From: James O'Brien on
[Note: parts of this message were removed to make it a legal post.]

Hi,

I'm a newbie with a background in Java. I've just about finished working
through an introductory ruby book and I didn't see anything about abstract
classes or indeed interfaces.

I have found the concept of an interface invaluable in my Java programming
and wondered if there were an equivalent concept in Ruby?

I'm open to the idea that interfaces might not be needed in Ruby but I'd
very much like this properly explained since as a thought-experiment I
propose Java without interfaces would be worse - therefore what is it
specifically about Ruby which means it is not as needed? I'm well versed in
the benefits of test driven code and documentation but we have this in Java
too (and still find interfaces a useful abstraction tool). So is there
something I'm missing or are interfaces something people here would like to
see added to the Ruby language?

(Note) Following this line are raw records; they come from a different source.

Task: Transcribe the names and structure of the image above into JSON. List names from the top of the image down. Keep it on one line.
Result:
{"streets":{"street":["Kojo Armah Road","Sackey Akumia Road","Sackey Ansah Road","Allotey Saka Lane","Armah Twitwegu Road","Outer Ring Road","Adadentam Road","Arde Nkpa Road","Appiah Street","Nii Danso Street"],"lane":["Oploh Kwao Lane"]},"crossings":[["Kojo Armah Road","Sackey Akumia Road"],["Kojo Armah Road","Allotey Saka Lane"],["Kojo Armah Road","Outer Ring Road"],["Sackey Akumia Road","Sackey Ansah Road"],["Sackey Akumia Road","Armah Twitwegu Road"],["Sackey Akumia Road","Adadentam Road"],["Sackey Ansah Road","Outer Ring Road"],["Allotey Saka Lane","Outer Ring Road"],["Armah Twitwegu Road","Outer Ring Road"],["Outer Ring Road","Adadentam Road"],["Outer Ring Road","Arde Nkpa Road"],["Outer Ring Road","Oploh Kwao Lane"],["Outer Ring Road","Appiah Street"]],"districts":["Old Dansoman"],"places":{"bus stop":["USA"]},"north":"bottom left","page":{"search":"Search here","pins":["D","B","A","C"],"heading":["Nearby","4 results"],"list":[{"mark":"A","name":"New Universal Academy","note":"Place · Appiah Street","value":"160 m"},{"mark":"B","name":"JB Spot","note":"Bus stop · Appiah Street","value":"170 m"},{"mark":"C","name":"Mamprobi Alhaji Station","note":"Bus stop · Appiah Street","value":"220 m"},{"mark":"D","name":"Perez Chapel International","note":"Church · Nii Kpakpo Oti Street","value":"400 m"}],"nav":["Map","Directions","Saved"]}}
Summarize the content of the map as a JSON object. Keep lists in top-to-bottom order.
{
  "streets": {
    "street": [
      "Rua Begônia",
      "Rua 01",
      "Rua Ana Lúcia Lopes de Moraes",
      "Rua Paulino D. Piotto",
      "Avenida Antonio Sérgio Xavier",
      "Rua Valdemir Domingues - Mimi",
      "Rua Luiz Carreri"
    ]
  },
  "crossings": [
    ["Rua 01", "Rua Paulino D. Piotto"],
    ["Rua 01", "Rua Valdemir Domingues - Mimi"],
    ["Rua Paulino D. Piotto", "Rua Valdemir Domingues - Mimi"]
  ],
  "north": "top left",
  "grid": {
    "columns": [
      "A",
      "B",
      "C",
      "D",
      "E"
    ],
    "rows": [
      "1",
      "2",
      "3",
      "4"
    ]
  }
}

I agree Ruby is wonderful but loyalties
aside can someone actually put it in words for me why it doesn't need
interfaces.

many thanks for your replies

From: Steve Klabnik on
[Note: parts of this message were removed to make it a legal post.]

There aren't interfaces in Ruby, because Ruby is dynamically typed. So
rather than see if an object is of the right type, you ask it if it responds
to a certain message, using Object#respond_to?

I'm open to the idea that interfaces might not be needed in Ruby but I'd
> very much like this properly explained since as a thought-experiment I
> propose Java without interfaces would be worse - therefore what is it
> specifically about Ruby which means it is not as needed?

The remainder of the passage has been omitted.